After a glorious blaze of flowers, hydrangeas add superb autumn colour to the garden.

I always associate them with coastal gardens, where the sea's intense light enhances the brilliance of their deep, blue flowers. These blooms are wonderfully large, comprising small fertile florets with larger, flat, sterile or ray florets shaped almost like mopheads.

Although there are many different hydrangeas, for most of us these mopheads instantly spring to mind. Blue is the default colour but blue turns pink in more alkaline or neutral soils. To stay blue, hydrangeas need to absorb aluminium, an element which dissolves more readily in acidic ground, making it readily available to the shrubs.

Coastal parts of Scotland - especially in the west - and many inland areas have acidic soil, so are ideal for hydrangeas. But if you have neutral soil, as I do, be sure to avoid the couthy old method of planting your hydrangea on a bed of rusty nails. It's safer to buy a product containing aluminium sulphate. Needless to say, hydrangeas can also intentionally have pink or white flowers.

Mopheads, hortensias, are one of two types of Hydrangea macrophylla. They've been grown in Japanese gardens for centuries and, despite being slightly poisonous, were used as herbs or in sweet herbal teas. Plant hunters first brought them to Europe in the 18th century and, like all plants, they've fallen in and out of fashion. Currently, hydrangeas are in vogue, featuring in a fair number of show gardens.

Every year sees new varieties of hortensia springing up. Mopheads are hardy and should grow well almost anywhere here. All Summer Beauty and Endless Summer produce superb snowball-like, deep blue flowers on new as well as old wood, so they cope in a frost pocket. The specially hardy Blue Bonnet, is as deeply blue as they come.

Lacecap hydrangeas are a little more subtle. The mass of large sterile florets on hortensias is replaced by lots of small fertile florets surrounded by fewer large ray ones. Veitchii is particularly striking and, like many hydrangeas, the flowers turn pink with age. It will cope with a little shade but needs a sheltered spot. Meanwhile, Teller comes in deep blue, white or pink.

The toughest of all, paniculatas, are a little taller than mopheads and lacecaps, but their flower heads are quite different. These hydrangeas produce superb conical panicles of creamy white fertile flowers with fairly large, pink-white rays. For me, nothing can beat Phantom's magnificent display.

Paniculatas were one of the 838 Japanese plant varieties in a Dutch catalogue of 1863. When working in Japan with the Dutch East India Company in the 1820s, a cataract specialist, PFB von Siebold, embarked on a lifelong love of Japanese plants.

In early 19th-century Japan, life was very difficult for Europeans.

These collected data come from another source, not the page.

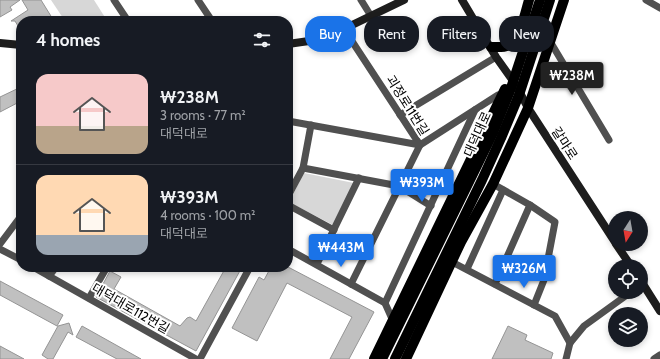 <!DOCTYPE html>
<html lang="en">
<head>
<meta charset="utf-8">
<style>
  body { margin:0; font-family:Cabin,"Noto Sans KR",sans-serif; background:#242831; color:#f1f3f6; height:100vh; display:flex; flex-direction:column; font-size:15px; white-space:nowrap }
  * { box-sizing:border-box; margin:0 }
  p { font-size:13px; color:#9ea1a6 }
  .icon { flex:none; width:22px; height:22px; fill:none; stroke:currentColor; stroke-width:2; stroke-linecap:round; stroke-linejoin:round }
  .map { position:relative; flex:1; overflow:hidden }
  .panel { position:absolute; left:16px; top:16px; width:277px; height:256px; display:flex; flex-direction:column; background:#171b24; border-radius:16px; box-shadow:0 2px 6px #0003 }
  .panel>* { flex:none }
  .guide { position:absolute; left:305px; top:16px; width:295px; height:36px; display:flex; gap:8px }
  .needle { width:26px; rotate:191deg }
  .buttons { position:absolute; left:608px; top:211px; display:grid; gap:8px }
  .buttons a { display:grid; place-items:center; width:40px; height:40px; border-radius:50%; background:#171b24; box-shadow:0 2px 6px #0003; font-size:20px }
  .price { position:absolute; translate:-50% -34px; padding:0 9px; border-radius:4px; background:#1a73e8; color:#fff; font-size:13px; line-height:26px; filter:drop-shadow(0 1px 2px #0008) }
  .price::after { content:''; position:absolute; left:50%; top:24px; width:12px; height:9px; margin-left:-6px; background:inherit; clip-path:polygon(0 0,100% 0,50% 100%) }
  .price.active { background:#222; color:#fff }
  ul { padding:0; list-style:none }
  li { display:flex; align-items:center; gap:12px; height:100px; padding:0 20px }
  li+li { border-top:1px solid #363941 }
  li span { display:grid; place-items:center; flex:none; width:112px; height:80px; border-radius:12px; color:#555 }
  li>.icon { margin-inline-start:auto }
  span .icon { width:48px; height:48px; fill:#fffc; stroke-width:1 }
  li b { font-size:17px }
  h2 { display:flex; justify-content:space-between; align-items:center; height:48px; padding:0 20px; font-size:17px }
  .pill { padding:0 14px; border-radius:16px; background:#171b24; box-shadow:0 2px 6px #0003; font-size:14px; line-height:36px }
  .pill.active { background:#1a73e8; color:#fff }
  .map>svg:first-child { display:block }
</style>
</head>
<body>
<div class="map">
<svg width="660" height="359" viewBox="0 0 660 359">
  <rect width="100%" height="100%" fill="#fff"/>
  <g fill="#d7d7d7">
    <path d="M51,0H94L106,19L103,21H65Z"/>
    <path d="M304,173L354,183L333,225L289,202Z"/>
  </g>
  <g fill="#c0c0c0" stroke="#949494">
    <path d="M0,0H20L10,7L12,10L0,17Z"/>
    <path d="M22,0H41L54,21H21V31L15,21H11L28,10Z"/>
    <path d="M21,87V101L0,112V97Z"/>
    <path d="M226,267H242L196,351L96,297L110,271L121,277L114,289L180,326L187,318L190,317L196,321Z"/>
    <path d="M271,267H288L374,312L349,359H330L352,317L287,283L257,341L232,328L259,277L264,280Z"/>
    <path d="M0,281L63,315L57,326L0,295Z"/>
    <path d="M69,323L73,335L68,332L53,359H48L42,355L58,326Z"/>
    <path d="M82,326L141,359H117L76,337Z"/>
    <path d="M508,326L527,335L525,340L553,353L551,359H492Z"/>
    <path d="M0,346L24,359H0Z"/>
  </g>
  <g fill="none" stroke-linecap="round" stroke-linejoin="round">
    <g stroke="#505050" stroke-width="7">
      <path d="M114,0L128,21"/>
      <path d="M198,0L212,21"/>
      <path d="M361,0L371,16"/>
      <path d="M646,0L660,8"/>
      <path d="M344,29L420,145L351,284"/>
      <path d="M551,43L609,140"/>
      <path d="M400,115L496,57"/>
      <path d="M288,121L420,145L498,95"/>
      <path d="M303,168L399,186L431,206"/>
      <path d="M493,184L530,205L555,222L544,280L534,305"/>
      <path d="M288,196L303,168L311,125"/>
      <path d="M288,205L334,230"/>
      <path d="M0,244L21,216"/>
      <path d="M0,249L21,260"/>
      <path d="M288,249L385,303L393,321"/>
      <path d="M452,262L555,316L570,343"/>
      <path d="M317,264L359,178"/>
      <path d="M33,267L196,359"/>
      <path d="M467,269L503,190"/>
      <path d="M49,276L56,267"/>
      <path d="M495,284L530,205"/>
      <path d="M89,298L107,267"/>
      <path d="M385,303L475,110"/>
      <path d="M200,359L250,267"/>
      <path d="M566,359L570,343L584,326L631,292"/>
      <path d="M654,359L660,355"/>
    </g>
    <g stroke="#1d1d1d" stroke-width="8">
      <path d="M462,0L496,57L516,85L528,108L615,242"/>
      <path d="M0,43L21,45"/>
      <path d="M288,44L323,39L404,0"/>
      <path d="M616,244L631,266"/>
      <path d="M641,281L660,311"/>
    </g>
    <g stroke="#000" stroke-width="10">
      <path d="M491,47C498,47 507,48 513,43C520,37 526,10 529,0"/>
      <path d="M374,359L505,89"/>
      <path d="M382,359L492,135L510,91L540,0"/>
      <path d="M395,359L482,180L501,138L519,95L550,0"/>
      <path d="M406,359L461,242L493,184L528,108L564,0"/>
    </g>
  </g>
  <g text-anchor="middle" stroke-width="4" stroke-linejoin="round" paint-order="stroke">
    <g font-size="13" fill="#000" stroke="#fff">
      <text transform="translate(408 105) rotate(58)" y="5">괴정로11번길</text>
      <text transform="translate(477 134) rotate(-66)" y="5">대덕대로</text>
      <text transform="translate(565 143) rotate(57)" y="5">갈마로</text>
      <text transform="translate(131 308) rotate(30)" y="5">대덕대로112번길</text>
    </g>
  </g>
</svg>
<div class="buttons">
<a><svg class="needle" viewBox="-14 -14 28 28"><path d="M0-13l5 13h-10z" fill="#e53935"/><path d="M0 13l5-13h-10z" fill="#9ea1a6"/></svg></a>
<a><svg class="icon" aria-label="locate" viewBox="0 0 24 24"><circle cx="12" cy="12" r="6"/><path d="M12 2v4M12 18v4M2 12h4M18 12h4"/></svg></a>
<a><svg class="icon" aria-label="layers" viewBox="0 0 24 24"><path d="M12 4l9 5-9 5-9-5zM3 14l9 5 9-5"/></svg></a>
</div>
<b class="price active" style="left:572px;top:96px">₩238M</b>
<b class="price" style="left:422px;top:203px">₩393M</b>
<b class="price" style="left:341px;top:268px">₩443M</b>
<b class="price" style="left:524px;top:289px">₩326M</b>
<div class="guide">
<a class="pill active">Buy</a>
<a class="pill">Rent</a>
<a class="pill">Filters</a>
<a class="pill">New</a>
</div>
<section class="panel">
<h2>4 homes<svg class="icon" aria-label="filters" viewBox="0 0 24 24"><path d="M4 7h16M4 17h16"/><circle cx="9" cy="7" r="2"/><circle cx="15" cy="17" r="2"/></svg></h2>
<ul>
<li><span style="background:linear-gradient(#f6c9c9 65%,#b9a48a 0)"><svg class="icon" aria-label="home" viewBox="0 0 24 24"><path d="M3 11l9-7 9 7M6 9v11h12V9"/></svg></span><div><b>₩238M</b><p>3 rooms · 77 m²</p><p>대덕대로</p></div></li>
<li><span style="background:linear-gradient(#ffd9b3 75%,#9aa5b1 0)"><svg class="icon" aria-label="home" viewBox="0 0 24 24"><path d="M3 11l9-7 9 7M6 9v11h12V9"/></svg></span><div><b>₩393M</b><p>4 rooms · 100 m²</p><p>대덕대로</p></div></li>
</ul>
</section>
</div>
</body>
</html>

Travel within the country was restricted and, to become his wife, von Siebold's Japanese paramour first had to be declared a prostitute and freely available to every member of the Dutch community. Acquiring plants was equally difficult, as was transporting them to Europe. After being rescued from a sinking ship in Japan, many of them were trampled underfoot during a fierce battle that raged in von Siebold's Dutch garden in 1830. In a less dramatic visit to Japan in 1862, von Siebold added H paniculata to his catalogue.

A second hydrangea on von Siebold's list was petiolaris, the climbing hydrangea. This specimen readily carpets a wall or a tree, first with its glorious white blossom and then tranquil yellow leaves in autumn. Although slow to get started, petiolaris can reach an impressive 15 metres. The low light levels in Scotland make it better suited to an east-facing wall, rather than the north-facing one that's often recommended in catalogues.